• Assignment
Every line in the records below that holds "white" must be identified and copied.

►

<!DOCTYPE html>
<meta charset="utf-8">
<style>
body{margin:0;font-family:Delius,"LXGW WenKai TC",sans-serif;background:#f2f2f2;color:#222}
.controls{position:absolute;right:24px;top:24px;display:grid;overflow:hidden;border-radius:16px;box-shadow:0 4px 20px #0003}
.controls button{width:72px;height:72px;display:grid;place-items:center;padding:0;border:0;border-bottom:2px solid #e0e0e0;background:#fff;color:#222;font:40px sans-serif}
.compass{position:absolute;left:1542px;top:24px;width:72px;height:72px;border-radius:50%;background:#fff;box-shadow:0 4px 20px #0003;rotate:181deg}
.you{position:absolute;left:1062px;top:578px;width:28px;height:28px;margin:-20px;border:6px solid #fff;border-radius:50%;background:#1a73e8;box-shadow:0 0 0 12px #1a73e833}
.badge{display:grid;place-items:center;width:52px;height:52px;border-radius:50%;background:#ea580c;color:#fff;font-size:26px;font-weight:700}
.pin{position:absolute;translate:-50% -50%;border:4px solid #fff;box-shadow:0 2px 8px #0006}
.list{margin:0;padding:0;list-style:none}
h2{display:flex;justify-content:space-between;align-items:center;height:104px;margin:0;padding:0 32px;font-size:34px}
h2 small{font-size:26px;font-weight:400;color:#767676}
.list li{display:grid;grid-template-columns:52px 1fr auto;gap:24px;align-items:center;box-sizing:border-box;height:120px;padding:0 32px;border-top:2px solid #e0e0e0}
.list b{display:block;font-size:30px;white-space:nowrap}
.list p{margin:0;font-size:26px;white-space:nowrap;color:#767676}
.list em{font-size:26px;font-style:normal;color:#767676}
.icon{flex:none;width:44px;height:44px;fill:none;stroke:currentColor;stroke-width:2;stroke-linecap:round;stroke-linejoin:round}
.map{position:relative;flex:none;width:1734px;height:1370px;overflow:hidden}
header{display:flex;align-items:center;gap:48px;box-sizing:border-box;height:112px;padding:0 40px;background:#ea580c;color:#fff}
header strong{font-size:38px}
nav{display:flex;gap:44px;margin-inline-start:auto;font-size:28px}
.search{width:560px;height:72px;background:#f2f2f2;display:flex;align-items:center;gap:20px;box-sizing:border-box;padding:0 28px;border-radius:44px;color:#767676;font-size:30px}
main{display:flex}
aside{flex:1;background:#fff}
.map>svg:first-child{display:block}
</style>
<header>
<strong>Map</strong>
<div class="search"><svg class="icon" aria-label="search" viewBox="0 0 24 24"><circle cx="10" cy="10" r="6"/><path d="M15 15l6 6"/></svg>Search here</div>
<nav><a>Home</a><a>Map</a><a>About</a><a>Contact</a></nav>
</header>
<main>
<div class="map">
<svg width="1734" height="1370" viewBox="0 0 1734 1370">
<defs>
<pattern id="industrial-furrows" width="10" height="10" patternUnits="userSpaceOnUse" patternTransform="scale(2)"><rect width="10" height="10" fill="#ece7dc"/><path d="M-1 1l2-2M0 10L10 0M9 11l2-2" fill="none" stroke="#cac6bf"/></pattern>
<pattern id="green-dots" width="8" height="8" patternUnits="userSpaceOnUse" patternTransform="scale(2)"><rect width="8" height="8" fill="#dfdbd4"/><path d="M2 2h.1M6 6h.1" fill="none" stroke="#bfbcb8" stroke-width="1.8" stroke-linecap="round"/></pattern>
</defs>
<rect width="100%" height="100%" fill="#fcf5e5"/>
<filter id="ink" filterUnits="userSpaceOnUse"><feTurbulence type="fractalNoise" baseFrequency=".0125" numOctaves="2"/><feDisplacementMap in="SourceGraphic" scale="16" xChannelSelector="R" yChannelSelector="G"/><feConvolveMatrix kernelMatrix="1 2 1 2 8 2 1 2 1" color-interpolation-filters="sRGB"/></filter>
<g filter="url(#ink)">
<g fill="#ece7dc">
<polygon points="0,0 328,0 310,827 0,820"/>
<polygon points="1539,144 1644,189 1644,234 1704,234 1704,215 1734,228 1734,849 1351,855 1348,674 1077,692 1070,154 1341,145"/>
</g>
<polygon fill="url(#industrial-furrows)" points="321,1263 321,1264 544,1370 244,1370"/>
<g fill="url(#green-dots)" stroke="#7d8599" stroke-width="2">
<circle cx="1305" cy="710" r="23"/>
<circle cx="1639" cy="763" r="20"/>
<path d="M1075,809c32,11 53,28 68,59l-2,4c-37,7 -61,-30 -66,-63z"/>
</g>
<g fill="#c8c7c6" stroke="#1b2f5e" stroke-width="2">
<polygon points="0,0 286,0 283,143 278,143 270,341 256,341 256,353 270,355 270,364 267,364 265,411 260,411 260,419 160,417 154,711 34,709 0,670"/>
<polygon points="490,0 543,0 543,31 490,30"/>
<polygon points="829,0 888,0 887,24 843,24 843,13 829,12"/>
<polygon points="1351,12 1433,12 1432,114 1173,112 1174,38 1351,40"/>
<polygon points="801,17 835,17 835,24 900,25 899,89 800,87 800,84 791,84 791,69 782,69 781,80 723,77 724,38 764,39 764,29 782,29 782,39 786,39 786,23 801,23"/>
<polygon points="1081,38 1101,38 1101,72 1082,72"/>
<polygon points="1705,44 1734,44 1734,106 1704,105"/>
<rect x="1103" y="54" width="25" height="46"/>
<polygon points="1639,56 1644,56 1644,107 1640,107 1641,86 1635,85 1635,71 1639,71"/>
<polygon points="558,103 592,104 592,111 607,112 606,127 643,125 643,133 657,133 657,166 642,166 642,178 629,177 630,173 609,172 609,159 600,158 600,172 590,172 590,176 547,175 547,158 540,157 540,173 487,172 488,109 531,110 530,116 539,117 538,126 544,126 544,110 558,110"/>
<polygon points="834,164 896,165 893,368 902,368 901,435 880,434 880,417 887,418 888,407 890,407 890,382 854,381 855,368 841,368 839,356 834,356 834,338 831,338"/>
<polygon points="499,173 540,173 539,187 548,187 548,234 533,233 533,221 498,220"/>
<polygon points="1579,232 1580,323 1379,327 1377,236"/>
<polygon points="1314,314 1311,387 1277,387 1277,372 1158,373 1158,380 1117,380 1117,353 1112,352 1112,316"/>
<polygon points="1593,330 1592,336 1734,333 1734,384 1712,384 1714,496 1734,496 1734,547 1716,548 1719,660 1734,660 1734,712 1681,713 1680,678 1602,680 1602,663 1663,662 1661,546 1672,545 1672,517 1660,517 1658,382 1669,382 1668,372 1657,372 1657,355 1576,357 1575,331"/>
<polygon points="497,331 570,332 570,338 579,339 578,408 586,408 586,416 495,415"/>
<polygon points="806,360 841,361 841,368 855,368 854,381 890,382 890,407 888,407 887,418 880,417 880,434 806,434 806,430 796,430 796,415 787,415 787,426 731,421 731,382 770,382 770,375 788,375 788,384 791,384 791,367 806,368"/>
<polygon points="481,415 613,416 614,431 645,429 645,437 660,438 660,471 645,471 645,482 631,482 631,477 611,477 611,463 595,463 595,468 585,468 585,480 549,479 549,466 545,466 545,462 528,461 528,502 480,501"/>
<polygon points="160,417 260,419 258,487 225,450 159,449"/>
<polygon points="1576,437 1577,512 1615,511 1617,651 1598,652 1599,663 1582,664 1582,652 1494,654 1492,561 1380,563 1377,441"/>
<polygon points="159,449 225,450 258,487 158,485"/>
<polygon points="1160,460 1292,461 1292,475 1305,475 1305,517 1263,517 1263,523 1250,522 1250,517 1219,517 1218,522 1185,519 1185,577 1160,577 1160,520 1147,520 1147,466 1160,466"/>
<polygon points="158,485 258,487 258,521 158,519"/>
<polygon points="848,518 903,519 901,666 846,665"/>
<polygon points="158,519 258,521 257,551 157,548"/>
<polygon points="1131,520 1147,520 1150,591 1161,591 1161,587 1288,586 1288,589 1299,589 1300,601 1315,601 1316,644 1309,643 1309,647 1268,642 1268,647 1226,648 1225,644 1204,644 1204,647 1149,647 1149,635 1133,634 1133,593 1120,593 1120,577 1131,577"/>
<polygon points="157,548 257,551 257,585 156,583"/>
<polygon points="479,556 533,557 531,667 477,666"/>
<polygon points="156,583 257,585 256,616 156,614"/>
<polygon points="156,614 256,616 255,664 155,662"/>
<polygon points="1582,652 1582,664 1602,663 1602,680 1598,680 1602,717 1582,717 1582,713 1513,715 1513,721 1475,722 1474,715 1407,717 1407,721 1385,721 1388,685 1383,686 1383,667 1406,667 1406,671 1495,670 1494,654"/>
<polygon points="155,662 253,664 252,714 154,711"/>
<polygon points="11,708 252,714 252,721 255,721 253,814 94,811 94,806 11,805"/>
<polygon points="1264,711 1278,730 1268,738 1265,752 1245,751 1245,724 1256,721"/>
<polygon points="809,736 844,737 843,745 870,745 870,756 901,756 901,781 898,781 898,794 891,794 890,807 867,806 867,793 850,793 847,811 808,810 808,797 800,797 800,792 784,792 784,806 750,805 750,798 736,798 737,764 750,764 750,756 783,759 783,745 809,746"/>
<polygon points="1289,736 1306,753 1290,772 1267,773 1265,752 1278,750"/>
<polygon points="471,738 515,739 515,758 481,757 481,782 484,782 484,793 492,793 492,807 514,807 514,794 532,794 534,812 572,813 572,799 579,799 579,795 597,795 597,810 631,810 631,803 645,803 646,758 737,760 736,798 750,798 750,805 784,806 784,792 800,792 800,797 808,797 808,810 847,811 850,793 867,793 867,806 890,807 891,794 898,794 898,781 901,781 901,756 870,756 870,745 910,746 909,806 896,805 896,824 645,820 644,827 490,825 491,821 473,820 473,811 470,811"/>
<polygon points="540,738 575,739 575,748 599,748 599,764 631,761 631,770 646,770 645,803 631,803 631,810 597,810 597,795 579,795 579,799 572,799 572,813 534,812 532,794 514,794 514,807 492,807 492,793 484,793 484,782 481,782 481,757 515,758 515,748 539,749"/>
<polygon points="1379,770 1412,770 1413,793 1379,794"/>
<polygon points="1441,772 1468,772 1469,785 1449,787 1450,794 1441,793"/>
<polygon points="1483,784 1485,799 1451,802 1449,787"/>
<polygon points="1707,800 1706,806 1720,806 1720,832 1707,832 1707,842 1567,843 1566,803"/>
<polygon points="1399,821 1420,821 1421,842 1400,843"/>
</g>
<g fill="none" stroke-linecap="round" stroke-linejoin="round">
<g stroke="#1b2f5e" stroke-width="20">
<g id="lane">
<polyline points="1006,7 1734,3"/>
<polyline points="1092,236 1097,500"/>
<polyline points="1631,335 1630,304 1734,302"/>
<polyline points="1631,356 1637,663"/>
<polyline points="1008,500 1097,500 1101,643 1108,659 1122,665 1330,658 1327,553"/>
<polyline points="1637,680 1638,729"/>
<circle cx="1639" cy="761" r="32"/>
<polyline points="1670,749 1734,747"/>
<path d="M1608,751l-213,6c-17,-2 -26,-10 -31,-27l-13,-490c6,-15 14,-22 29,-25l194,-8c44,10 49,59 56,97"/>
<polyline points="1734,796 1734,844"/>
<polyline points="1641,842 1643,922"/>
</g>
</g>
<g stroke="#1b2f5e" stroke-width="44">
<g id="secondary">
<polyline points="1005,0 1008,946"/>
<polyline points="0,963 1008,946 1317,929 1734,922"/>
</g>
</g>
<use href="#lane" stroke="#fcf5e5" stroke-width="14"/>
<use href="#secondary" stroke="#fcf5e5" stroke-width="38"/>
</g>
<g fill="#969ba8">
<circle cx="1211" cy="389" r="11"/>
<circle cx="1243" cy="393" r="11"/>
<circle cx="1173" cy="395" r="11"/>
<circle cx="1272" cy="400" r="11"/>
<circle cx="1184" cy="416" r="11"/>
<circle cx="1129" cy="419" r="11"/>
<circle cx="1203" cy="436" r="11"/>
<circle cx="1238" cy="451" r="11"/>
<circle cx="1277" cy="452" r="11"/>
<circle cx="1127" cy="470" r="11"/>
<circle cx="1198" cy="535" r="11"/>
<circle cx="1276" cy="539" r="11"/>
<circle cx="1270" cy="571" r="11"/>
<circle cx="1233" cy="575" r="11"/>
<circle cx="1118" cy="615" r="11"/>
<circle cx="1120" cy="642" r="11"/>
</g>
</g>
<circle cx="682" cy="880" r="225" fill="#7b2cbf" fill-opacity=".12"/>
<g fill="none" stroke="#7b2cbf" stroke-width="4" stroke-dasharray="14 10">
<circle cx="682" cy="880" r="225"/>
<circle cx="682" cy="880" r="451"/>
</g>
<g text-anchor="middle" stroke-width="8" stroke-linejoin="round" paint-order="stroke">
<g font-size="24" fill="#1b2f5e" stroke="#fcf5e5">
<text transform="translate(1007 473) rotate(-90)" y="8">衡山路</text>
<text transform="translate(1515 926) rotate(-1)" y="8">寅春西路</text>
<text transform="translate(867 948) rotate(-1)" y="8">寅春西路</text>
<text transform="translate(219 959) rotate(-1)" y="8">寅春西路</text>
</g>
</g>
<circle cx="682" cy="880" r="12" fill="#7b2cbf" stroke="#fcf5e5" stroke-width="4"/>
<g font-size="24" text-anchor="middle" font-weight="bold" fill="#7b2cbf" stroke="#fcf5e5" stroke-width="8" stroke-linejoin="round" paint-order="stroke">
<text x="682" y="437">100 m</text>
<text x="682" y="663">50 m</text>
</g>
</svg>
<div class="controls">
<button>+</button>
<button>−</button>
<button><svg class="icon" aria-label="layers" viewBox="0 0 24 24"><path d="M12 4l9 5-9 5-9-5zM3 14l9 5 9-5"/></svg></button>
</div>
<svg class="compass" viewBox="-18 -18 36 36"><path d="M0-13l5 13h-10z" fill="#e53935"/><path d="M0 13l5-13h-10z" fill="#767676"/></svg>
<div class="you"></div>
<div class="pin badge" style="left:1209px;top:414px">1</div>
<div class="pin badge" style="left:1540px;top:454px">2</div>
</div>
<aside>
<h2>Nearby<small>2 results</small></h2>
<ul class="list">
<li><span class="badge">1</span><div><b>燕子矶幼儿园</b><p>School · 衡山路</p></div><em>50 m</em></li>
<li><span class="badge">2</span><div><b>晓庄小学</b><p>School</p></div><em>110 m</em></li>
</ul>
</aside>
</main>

◄

• Exercise solution
.list b{display:block;font-size:30px;white-space:nowrap}
.list p{margin:0;font-size:26px;white-space:nowrap;color:#767676}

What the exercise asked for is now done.